Sizing up Auto Safety

The 1,800-lb Smart Car places great emphasis on active, passive and designed-in safety features, but its hard to see how it would not suffer great damage if rammed by a Chevy Equinox.

By John Dodge, Editor-in-Chief June 2, 2008

Every time I run out to the grocery store three miles away, I hop into my 3,961 lb 1999 Mercedes with a 221 hp engine or my 3,470 lb Acura TSX with 205 horses. The Mercedes (which has 190K on the odometer and is rusting away) will go 130 mph, but I rarely go much over 35 on this mundane mission. The trip consumes a third to half a gallon of gas as I have to go through five stoplights.
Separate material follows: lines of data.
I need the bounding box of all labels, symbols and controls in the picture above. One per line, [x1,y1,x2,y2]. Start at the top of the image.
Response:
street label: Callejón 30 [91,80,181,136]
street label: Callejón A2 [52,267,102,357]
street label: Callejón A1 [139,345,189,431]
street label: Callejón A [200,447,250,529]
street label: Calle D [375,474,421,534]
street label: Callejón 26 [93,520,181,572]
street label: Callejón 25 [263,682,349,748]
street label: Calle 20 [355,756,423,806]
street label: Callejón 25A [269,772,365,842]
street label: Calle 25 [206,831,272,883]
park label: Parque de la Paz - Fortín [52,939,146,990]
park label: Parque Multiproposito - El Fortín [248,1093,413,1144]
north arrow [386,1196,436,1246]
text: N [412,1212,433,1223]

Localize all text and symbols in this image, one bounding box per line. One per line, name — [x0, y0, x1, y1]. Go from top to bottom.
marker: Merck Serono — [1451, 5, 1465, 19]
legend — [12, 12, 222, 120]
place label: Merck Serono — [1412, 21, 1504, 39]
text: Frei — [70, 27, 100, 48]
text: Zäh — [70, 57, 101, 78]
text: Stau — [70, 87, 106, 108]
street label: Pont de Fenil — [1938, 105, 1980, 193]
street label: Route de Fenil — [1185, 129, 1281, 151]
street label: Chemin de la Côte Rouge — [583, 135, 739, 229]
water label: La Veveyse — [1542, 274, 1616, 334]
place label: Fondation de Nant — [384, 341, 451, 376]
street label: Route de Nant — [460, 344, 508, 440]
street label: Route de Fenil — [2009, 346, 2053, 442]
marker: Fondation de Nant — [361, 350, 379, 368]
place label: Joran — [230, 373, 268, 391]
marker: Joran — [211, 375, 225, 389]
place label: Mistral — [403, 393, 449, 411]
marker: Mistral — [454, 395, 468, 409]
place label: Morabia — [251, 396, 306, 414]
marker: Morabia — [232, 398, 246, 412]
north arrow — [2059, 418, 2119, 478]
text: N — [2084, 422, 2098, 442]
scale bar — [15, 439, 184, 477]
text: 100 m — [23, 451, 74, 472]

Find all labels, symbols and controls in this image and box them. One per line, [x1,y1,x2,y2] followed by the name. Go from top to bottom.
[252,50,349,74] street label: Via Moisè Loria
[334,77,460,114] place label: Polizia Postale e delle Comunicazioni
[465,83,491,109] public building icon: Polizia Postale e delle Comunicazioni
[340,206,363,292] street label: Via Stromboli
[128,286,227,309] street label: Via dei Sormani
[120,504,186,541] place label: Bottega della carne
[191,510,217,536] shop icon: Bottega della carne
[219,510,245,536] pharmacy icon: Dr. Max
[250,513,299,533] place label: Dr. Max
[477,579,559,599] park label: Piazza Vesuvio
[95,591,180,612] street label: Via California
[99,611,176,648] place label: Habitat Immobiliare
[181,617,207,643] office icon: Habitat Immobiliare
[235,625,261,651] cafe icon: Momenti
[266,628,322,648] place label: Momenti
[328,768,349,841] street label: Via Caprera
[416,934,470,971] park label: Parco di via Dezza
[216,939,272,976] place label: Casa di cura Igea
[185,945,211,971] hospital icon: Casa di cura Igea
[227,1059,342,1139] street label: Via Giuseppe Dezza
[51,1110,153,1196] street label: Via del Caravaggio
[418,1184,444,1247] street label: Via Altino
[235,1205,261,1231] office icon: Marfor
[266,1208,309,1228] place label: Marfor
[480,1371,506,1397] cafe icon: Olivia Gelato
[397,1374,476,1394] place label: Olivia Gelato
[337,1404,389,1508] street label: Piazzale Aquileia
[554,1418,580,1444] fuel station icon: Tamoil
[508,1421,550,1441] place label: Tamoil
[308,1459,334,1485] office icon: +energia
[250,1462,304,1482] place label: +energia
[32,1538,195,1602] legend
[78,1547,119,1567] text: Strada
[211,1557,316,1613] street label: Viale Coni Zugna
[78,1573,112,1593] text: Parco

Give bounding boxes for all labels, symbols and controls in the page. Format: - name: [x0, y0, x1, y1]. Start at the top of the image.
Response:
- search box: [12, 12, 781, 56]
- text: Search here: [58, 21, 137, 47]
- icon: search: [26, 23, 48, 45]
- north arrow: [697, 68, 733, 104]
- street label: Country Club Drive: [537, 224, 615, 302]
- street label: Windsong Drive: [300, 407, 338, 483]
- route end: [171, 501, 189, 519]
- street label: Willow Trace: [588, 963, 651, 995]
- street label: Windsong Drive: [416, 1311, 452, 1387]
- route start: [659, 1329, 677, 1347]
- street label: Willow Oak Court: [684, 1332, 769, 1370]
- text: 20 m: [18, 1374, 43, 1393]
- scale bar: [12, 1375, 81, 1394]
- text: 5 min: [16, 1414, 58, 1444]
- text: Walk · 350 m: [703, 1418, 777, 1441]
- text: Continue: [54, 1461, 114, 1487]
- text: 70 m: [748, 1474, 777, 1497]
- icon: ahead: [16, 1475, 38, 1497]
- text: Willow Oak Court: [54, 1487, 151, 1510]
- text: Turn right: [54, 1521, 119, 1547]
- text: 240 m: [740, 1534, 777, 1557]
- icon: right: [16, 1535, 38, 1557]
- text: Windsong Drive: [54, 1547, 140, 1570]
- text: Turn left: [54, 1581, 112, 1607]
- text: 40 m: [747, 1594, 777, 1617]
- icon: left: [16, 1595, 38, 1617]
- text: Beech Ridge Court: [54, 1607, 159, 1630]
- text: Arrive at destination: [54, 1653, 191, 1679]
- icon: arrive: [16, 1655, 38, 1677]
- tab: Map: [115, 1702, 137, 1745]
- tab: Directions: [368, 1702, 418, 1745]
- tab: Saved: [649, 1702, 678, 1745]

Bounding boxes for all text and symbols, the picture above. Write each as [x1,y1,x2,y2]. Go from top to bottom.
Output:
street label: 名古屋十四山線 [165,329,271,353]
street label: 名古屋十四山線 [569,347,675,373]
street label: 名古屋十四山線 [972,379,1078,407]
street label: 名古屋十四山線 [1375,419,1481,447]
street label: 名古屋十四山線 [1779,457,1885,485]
In good weather and when I have the time, I ride my bike.

With gas prices soaring, using my ton and a half rust bucket for errands is overkill to say the least. I’d be just as happy and a little richer taking a GEM e4 weighing 1,340 lb (that’s with me in it) and powered by a 7 hp motor. My only fear — no matter how safe they tell me they are — is I’ll get creamed by a much larger vehicle. All I see is carnage from a GEM e4 when it gets rammed by a three and a half ton Chevy Suburban (check out Chuck Murray’s story on ).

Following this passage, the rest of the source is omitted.